Climbing the Breakneck Ridge trail. (Again, note the trail blazes.)




On the South Taconic Trail along the NY/MA border.

Time Cowboy
Nov 4, 2007

But Tarzan... The strangest thing has happened! I'm as bare... as the day I was born!

LogisticEarth posted:

Is that Sunfish Pond?

Yes, indeed it is. I wish the lighting had been better that day, there was gorgeous fall foliage everywhere but my camera doesn't do well on flat overcast days.

Time Cowboy
Nov 4, 2007

But Tarzan... The strangest thing has happened! I'm as bare... as the day I was born!

Bison will gently caress you up. People will approach them because they look like big woolly cows. People are stupid.

Time Cowboy
Nov 4, 2007

But Tarzan... The strangest thing has happened! I'm as bare... as the day I was born!

I went on a quick and easy hike in the Hudson Palisades this weekend. The scenery in this part of the world is nothing compared to what you all have out west and in Canada, but I have to make do with what I got.



Looking up the bank of the Hudson.




The Palisades from below.




The Palisades from above.

Time Cowboy
Nov 4, 2007

But Tarzan... The strangest thing has happened! I'm as bare... as the day I was born!
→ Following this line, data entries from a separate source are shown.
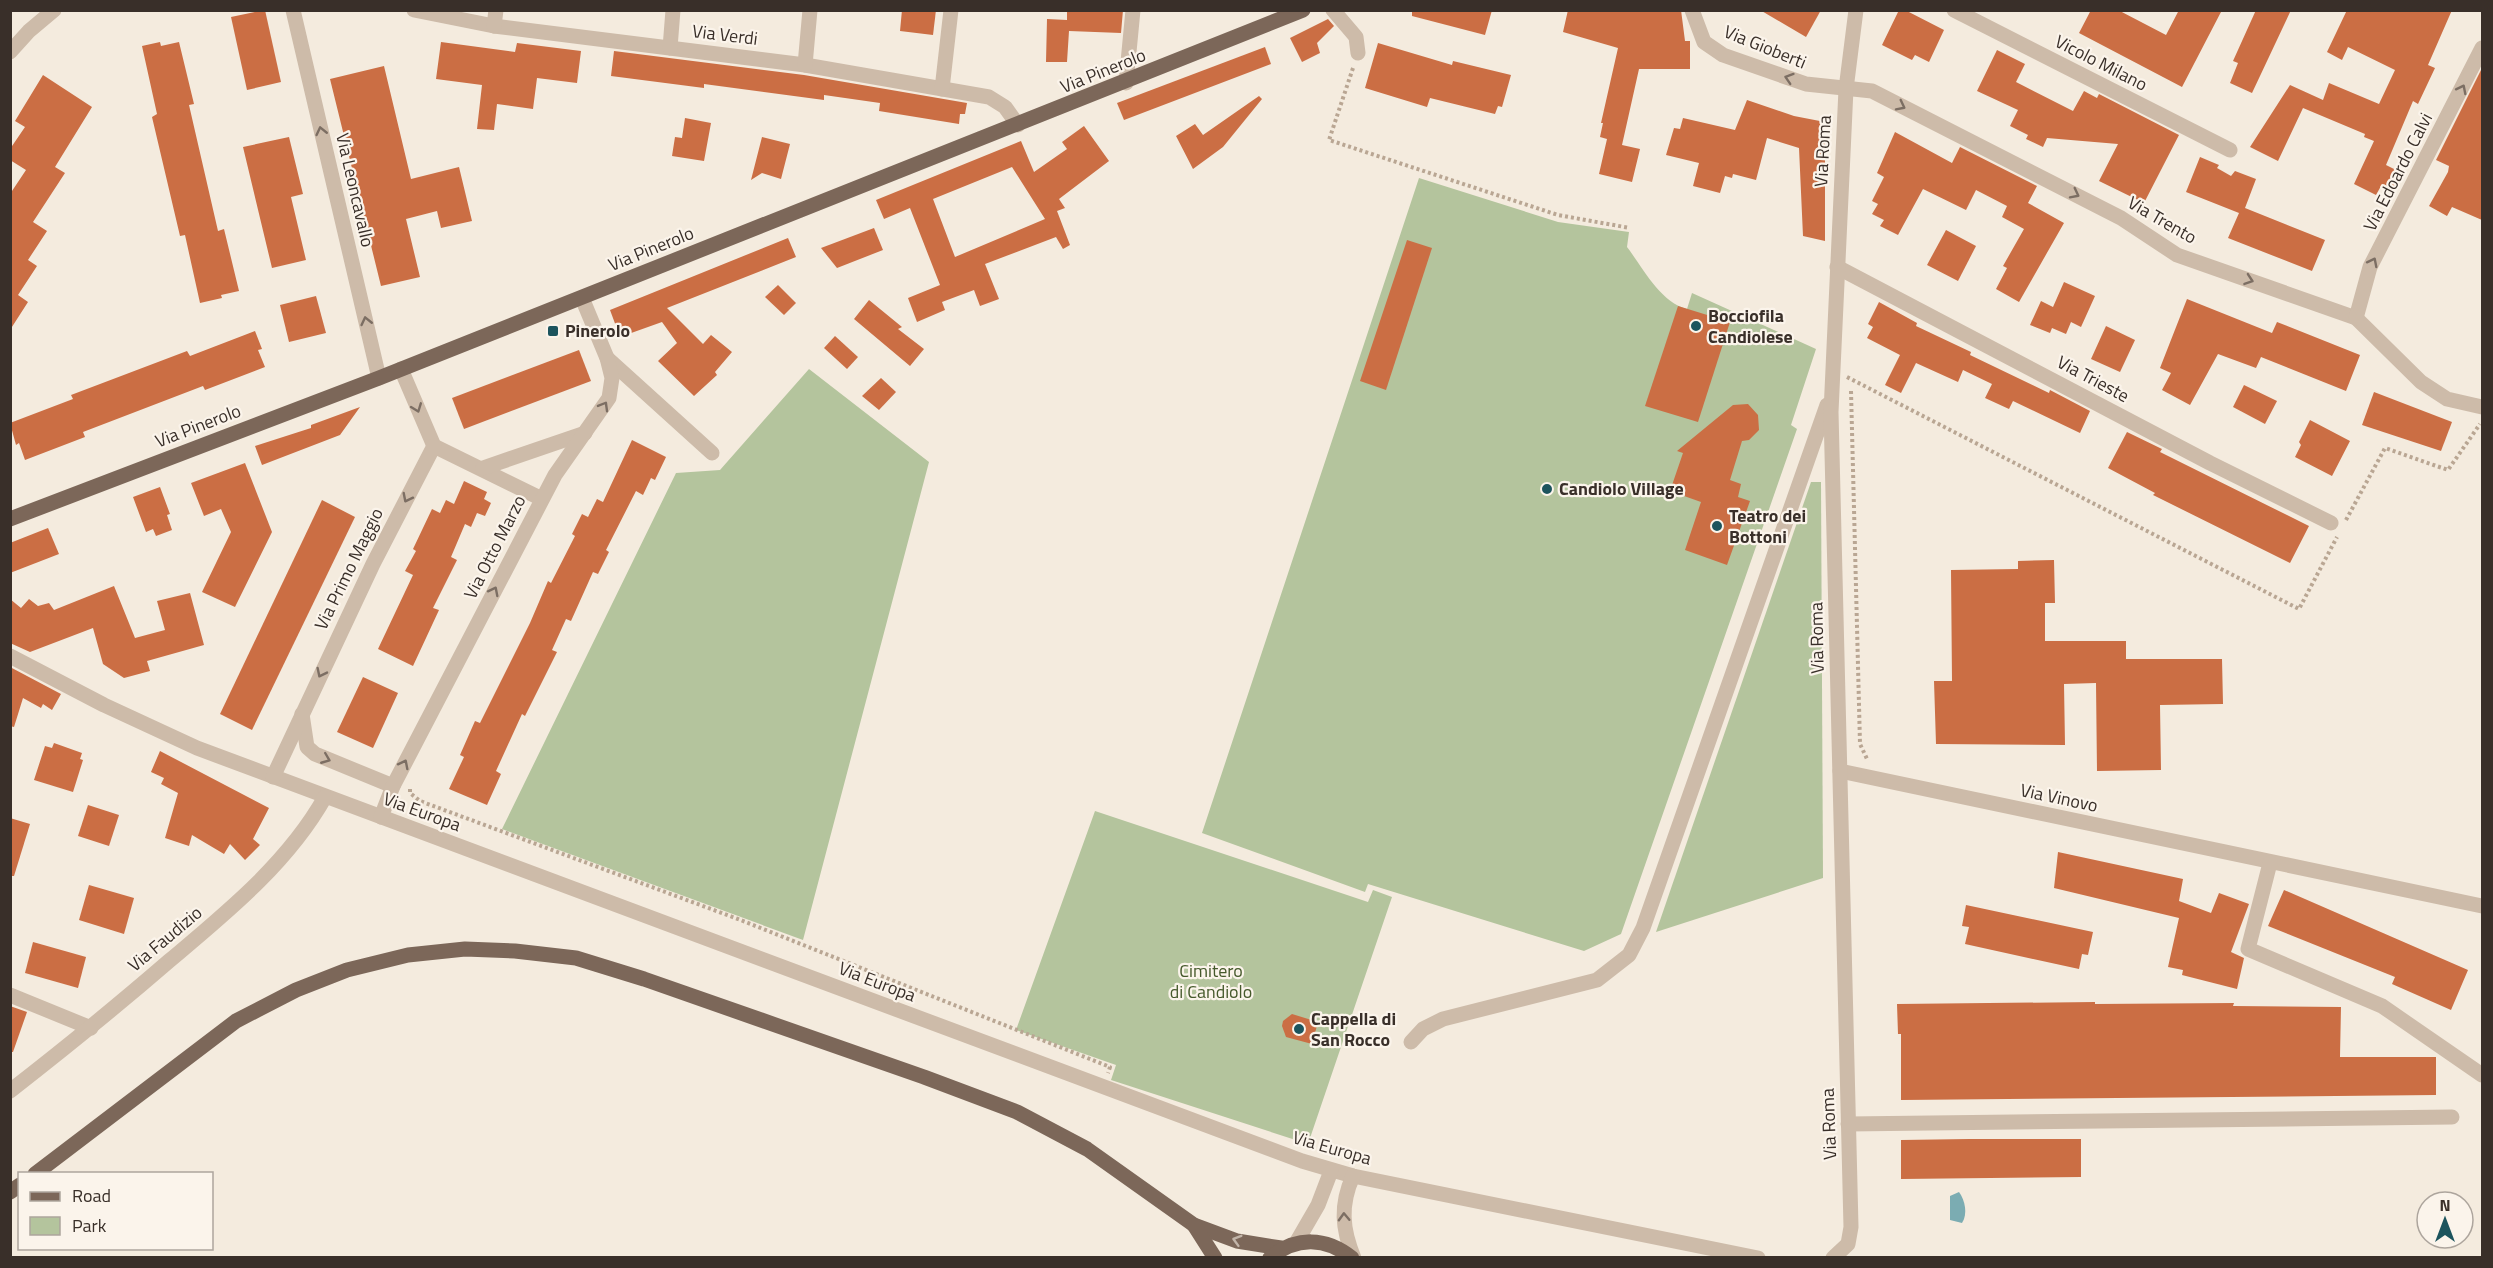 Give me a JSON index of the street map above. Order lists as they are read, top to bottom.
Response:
{
  "streets": {
    "main road": ["Via Pinerolo"],
    "street": [
      "Via Verdi",
      "Via Gioberti",
      "Vicolo Milano",
      "Via Roma",
      "Via Edoardo Calvi",
      "Via Leoncavallo",
      "Via Trento",
      "Via Trieste",
      "Via Otto Marzo",
      "Via Primo Maggio",
      "Via Vinovo",
      "Via Europa",
      "Via Faudizio"
    ]
  },
  "crossings": [
    ["Via Verdi", "Via Pinerolo"],
    ["Via Gioberti", "Via Roma"],
    ["Via Gioberti", "Via Trento"],
    ["Via Pinerolo", "Via Leoncavallo"],
    ["Via Pinerolo", "Via Otto Marzo"],
    ["Via Roma", "Via Trento"],
    ["Via Roma", "Via Trieste"],
    ["Via Roma", "Via Vinovo"],
    ["Via Edoardo Calvi", "Via Trento"],
    ["Via Otto Marzo", "Via Europa"],
    ["Via Primo Maggio", "Via Europa"],
    ["Via Europa", "Via Faudizio"]
  ],
  "one_way": [
    "Via Gioberti",
    "Via Edoardo Calvi",
    "Via Leoncavallo",
    "Via Trento",
    "Via Otto Marzo",
    "Via Primo Maggio"
  ],
  "parks": ["Cimitero di Candiolo"],
  "places": {
    "other": [
      "Bocciofila Candiolese",
      "Candiolo Village",
      "Teatro dei Bottoni",
      "Cappella di San Rocco"
    ],
    "transit": ["Pinerolo"]
  },
  "legend": ["Road", "Park"],
  "north": "top"
} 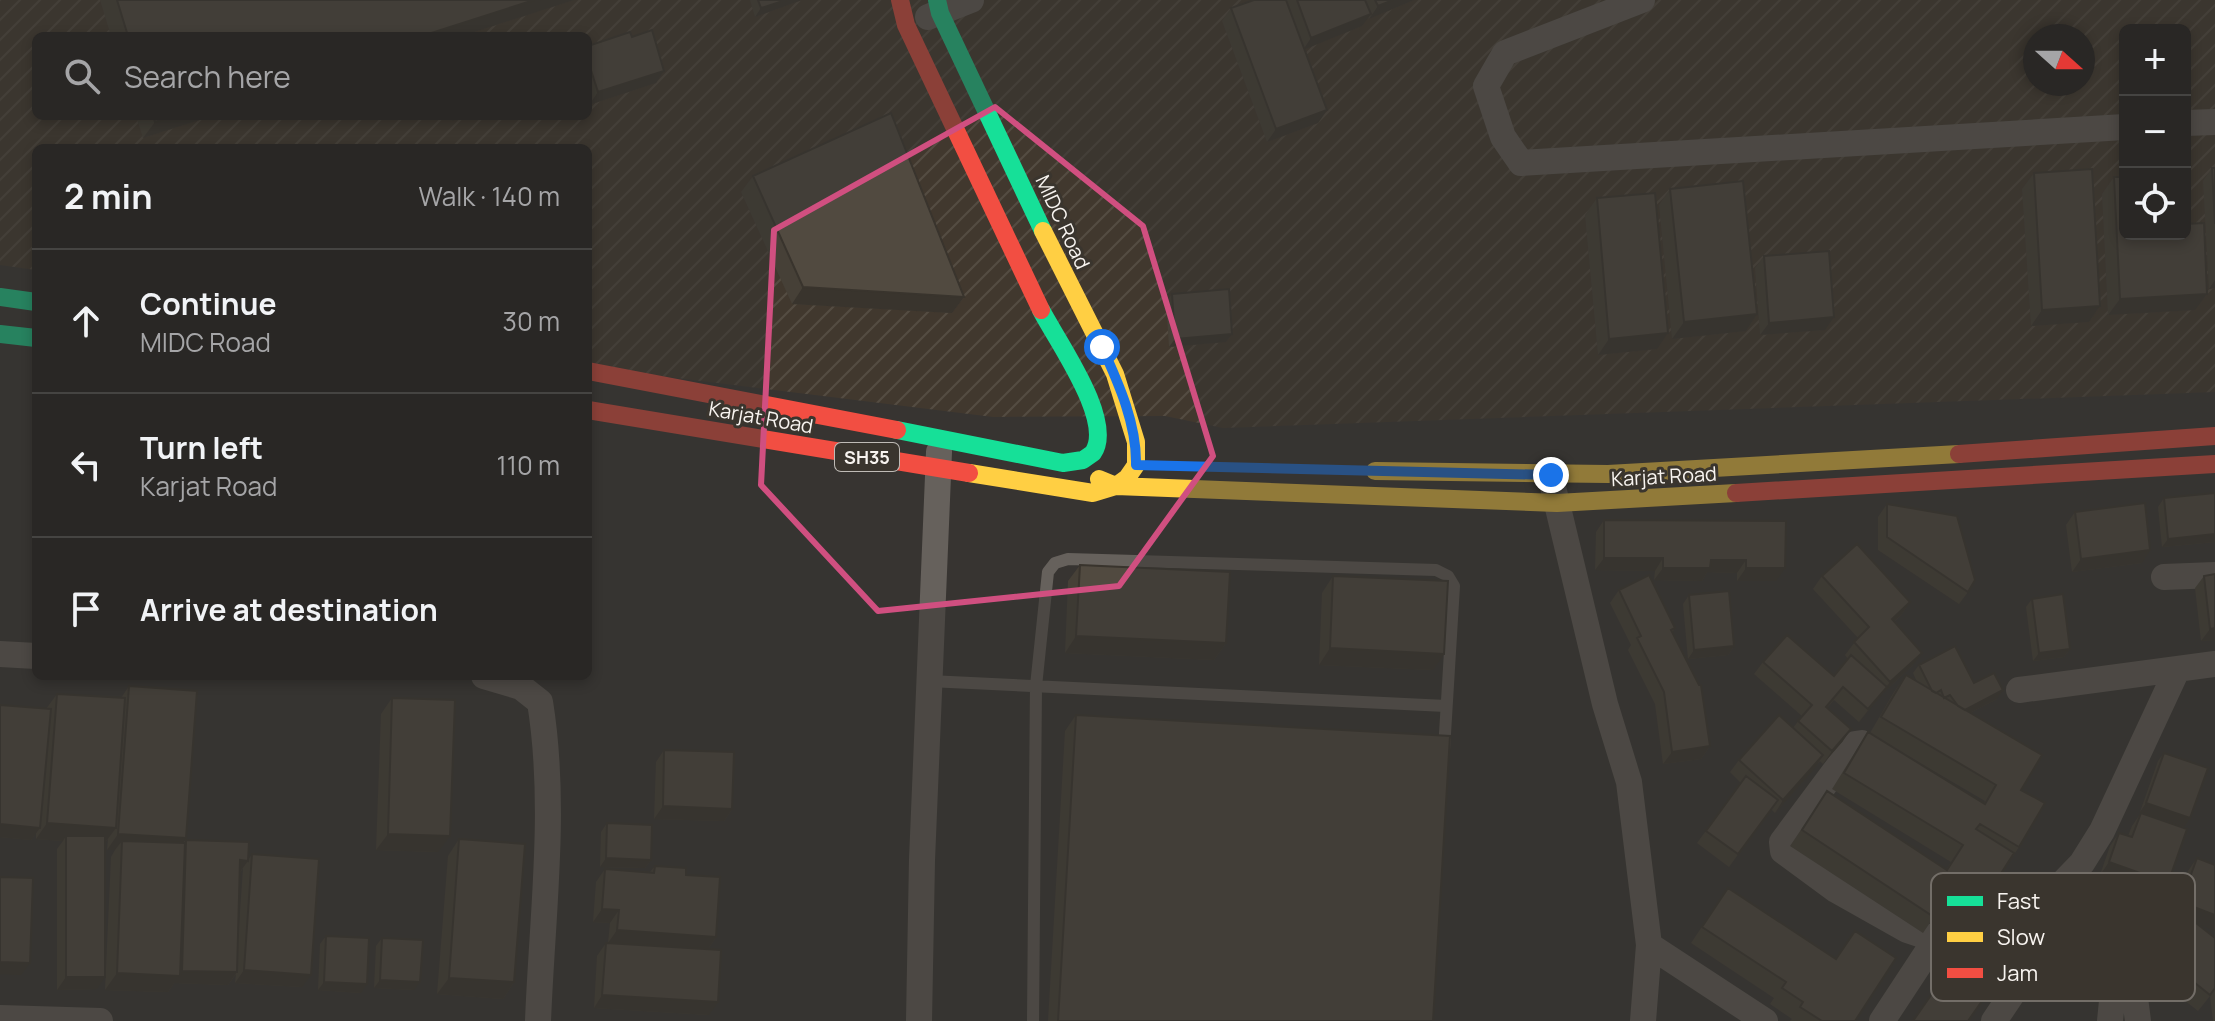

What foods do you all like to bring on long dayhikes? I'm always in sore need of an energy boost after a big hill or the first 6-7 miles, but I can't seem to find any snacks or lunches that do the trick. (Mostly because I'm so out of shape.) Anything that I can eat cold, or cook up the night before, and packs a lot of calories -- that's what I want.

Time Cowboy
Nov 4, 2007

But Tarzan... The strangest thing has happened! I'm as bare... as the day I was born!

Picnic Princess posted:

I'm not fancy in the slightest. Trail mix with peanuts, raisins, almonds, cashews, and smarties, along with a cheesebun or pizzabun or bagel, and usually a fancy muffin or two. I'm also terrible and bring a coffee-based energy drink as a treat on the summit.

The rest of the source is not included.